§ Data in this exercise
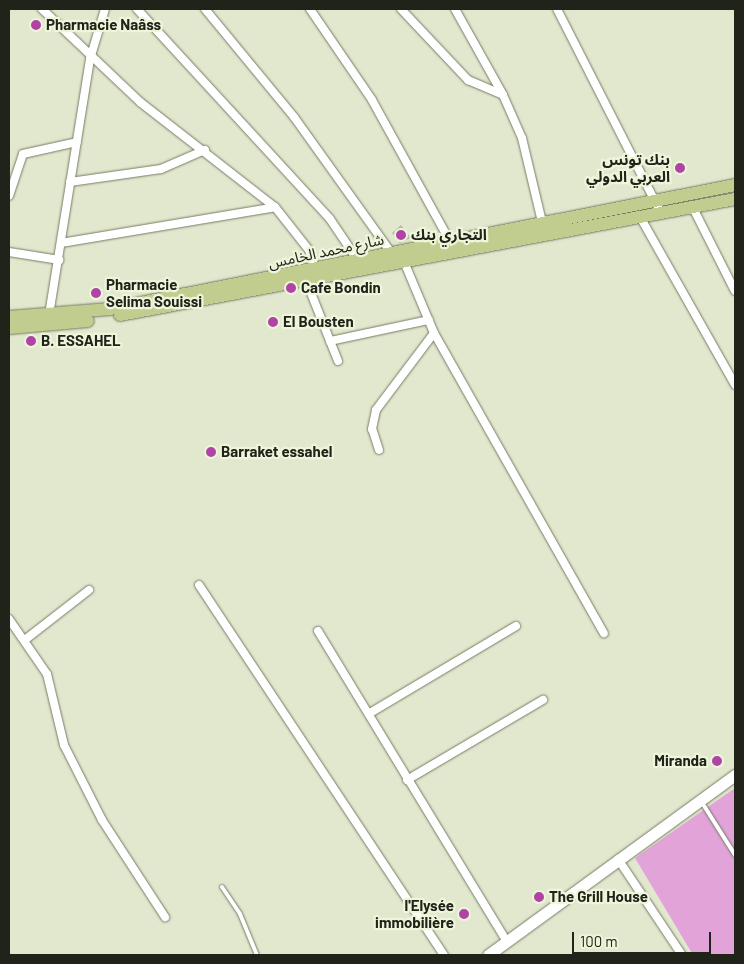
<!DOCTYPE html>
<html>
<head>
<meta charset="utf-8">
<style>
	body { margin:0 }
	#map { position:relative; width:744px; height:964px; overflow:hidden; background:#e1e8ce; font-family:Barlow,"Noto Sans Arabic",sans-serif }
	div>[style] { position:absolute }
	.green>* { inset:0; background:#e2a3d9 }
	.building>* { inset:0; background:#b6bda4 }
	.roads { filter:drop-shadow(0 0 1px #767c65) drop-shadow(0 0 1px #767c65) }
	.lane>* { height:4px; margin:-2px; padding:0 2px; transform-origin:2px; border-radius:2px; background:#fff }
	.street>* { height:8px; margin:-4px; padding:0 4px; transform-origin:4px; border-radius:4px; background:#fff }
	.secondary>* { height:11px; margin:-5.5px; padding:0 5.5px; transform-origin:5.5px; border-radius:5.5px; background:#fff }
	.primary>* { height:12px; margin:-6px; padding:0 6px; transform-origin:6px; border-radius:6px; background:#c1cd8e }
	.dots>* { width:14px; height:14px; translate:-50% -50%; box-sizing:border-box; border:2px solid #eef5db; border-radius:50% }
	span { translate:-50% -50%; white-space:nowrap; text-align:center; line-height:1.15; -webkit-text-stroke:4.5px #eef5db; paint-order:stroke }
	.poi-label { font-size:15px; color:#202319; font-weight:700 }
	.left { translate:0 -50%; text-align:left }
	.right { translate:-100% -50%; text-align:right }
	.street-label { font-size:15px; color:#202319 }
	.frame { position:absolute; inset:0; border:10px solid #202319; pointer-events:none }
	.scale { position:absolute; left:572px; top:932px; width:139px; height:22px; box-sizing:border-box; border:2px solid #202319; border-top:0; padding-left:6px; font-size:15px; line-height:18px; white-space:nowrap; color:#202319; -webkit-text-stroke:4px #eef5db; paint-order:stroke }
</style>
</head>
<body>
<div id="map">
	<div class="green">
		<div style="clip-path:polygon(735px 788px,735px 955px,693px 955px,635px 858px)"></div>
	</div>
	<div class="building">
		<div style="clip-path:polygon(401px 225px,411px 238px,400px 243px,392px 233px)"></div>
	</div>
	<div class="roads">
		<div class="lane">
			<div style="left:701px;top:801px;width:64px;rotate:57.8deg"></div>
			<div style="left:222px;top:887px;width:32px;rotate:56deg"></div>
			<div style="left:240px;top:914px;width:44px;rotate:67.5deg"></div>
		</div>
		<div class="street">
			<div style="left:42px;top:9px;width:135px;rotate:43.5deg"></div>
			<div style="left:140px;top:102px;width:171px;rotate:37.9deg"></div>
			<div style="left:275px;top:207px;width:55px;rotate:51.7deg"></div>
			<div style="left:309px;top:250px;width:21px;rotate:71deg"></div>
			<div style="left:137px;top:9px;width:285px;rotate:47.4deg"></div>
			<div style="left:330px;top:219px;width:52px;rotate:56deg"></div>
			<div style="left:205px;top:9px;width:140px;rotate:50.5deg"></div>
			<div style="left:294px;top:117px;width:168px;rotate:54.4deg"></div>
			<div style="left:310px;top:9px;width:110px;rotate:55.7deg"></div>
			<div style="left:372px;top:100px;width:166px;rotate:61.1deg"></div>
			<div style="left:401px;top:9px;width:98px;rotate:46.7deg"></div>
			<div style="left:468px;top:80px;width:38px;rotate:23deg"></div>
			<div style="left:503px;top:95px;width:47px;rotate:66.2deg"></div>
			<div style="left:522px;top:138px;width:90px;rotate:76.6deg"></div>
			<div style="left:455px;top:9px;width:98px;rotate:60.8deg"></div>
			<div style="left:557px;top:9px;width:227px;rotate:63deg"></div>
			<div style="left:70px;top:182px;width:92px;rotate:-8.1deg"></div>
			<div style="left:161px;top:169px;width:48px;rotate:-23.4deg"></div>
			<div style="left:9px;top:196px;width:44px;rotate:-71.6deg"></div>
			<div style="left:23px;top:154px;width:55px;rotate:-12.5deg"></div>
			<div style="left:692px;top:206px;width:95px;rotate:63.2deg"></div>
			<div style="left:639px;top:215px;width:195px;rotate:60.5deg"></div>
			<div style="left:61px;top:243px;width:217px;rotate:-9.5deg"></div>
			<div style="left:9px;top:252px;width:51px;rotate:9.1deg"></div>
			<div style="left:405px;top:264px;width:75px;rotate:67.2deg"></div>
			<div style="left:434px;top:333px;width:345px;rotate:60.5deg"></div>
			<div style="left:307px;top:283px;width:84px;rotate:68.3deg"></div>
			<div style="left:49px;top:315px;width:259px;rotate:-80.9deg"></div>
			<div style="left:90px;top:59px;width:52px;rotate:-73.3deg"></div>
			<div style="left:330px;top:341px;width:101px;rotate:-12deg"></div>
			<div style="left:379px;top:450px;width:22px;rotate:-108deg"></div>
			<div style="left:372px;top:429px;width:19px;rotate:-78deg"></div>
			<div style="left:376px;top:410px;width:96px;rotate:-53deg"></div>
			<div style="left:199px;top:585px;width:444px;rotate:56.5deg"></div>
			<div style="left:9px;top:619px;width:67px;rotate:55.4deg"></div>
			<div style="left:47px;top:674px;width:73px;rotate:76.5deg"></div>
			<div style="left:64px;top:745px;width:84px;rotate:63.1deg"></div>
			<div style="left:102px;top:820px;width:116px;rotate:57deg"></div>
			<div style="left:318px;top:631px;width:364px;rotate:58.7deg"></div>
			<div style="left:26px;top:639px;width:80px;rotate:-37.9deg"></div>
			<div style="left:370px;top:713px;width:170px;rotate:-30.8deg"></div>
			<div style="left:407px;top:780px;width:158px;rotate:-30.5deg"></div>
			<div style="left:618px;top:859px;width:115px;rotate:56.3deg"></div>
		</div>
		<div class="secondary">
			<div style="left:488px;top:955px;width:306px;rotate:-36.1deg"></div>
		</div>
		<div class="primary">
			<div style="left:120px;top:315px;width:626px;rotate:-10.68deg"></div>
			<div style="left:9px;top:317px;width:101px;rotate:-4.5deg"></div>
			<div style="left:110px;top:309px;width:637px;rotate:-11.22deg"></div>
			<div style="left:9px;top:328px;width:79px;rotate:-5.1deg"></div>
		</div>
	</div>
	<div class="dots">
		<div style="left:36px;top:25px;background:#af44a5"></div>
		<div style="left:680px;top:168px;background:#af44a5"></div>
		<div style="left:401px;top:235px;background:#af44a5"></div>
		<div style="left:291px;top:288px;background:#af44a5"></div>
		<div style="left:96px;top:293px;background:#af44a5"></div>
		<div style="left:273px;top:322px;background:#af44a5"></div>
		<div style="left:31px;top:341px;background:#af44a5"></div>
		<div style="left:211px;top:452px;background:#af44a5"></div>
		<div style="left:717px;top:761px;background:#af44a5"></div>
		<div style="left:539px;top:897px;background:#af44a5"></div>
		<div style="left:464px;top:914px;background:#af44a5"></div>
	</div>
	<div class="poi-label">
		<span class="left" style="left:46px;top:25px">Pharmacie Naâss</span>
		<span class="right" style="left:670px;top:168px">بنك تونس<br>العربي الدولي</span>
		<span class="left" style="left:411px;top:235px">التجاري بنك</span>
		<span class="left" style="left:106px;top:293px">Pharmacie<br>Selima Souissi</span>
		<span class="left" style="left:301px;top:288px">Cafe Bondin</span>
		<span class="left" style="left:283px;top:322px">El Bousten</span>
		<span class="left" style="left:41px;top:341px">B. ESSAHEL</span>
		<span class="left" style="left:221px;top:452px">Barraket essahel</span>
		<span class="right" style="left:707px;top:761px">Miranda</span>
		<span class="left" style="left:549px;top:897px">The Grill House</span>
		<span class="right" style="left:454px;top:914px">l'Elysée<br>immobilière</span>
	</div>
	<div class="street-label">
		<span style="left:326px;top:251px;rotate:-12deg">شارع محمد الخامس</span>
	</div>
	<div class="frame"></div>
	<div class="scale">100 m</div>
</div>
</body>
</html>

§ Try it
Give again, please, precisely the lines that begin the records and run through the line with "height:4px; margin:-2px; padding:0" in it, keeping both end lines and dropping any pictures.

§ Answer space
<!DOCTYPE html>
<html>
<head>
<meta charset="utf-8">
<style>
	body { margin:0 }
	#map { position:relative; width:744px; height:964px; overflow:hidden; background:#e1e8ce; font-family:Barlow,"Noto Sans Arabic",sans-serif }
	div>[style] { position:absolute }
	.green>* { inset:0; background:#e2a3d9 }
	.building>* { inset:0; background:#b6bda4 }
	.roads { filter:drop-shadow(0 0 1px #767c65) drop-shadow(0 0 1px #767c65) }
	.lane>* { height:4px; margin:-2px; padding:0 2px; transform-origin:2px; border-radius:2px; background:#fff }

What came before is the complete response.